* [WORK REQUEST] Each entry is to be restated word for word, with nothing omitted.

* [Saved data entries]
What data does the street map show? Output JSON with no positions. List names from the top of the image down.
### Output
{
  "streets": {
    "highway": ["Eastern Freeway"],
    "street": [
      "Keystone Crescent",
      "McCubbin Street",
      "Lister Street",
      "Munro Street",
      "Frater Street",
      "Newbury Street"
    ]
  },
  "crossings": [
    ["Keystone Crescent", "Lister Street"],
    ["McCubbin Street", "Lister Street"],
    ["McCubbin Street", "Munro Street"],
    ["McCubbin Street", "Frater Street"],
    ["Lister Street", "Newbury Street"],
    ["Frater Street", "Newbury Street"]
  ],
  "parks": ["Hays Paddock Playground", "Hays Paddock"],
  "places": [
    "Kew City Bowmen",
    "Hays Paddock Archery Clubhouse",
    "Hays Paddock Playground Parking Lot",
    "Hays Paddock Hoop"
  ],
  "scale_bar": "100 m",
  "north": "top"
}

* [SOLUTION FOR THIS EXERCISE]
What data does the street map show? Output JSON with no positions. List names from the top of the image down.
### Output
{
  "streets": {
    "highway": ["Eastern Freeway"],
    "street": [
      "Keystone Crescent",
      "McCubbin Street",
      "Lister Street",
      "Munro Street",
      "Frater Street",
      "Newbury Street"
    ]
  },
  "crossings": [
    ["Keystone Crescent", "Lister Street"],
    ["McCubbin Street", "Lister Street"],
    ["McCubbin Street", "Munro Street"],
    ["McCubbin Street", "Frater Street"],
    ["Lister Street", "Newbury Street"],
    ["Frater Street", "Newbury Street"]
  ],
  "parks": ["Hays Paddock Playground", "Hays Paddock"],
  "places": [
    "Kew City Bowmen",
    "Hays Paddock Archery Clubhouse",
    "Hays Paddock Playground Parking Lot",
    "Hays Paddock Hoop"
  ],
  "scale_bar": "100 m",
  "north": "top"
}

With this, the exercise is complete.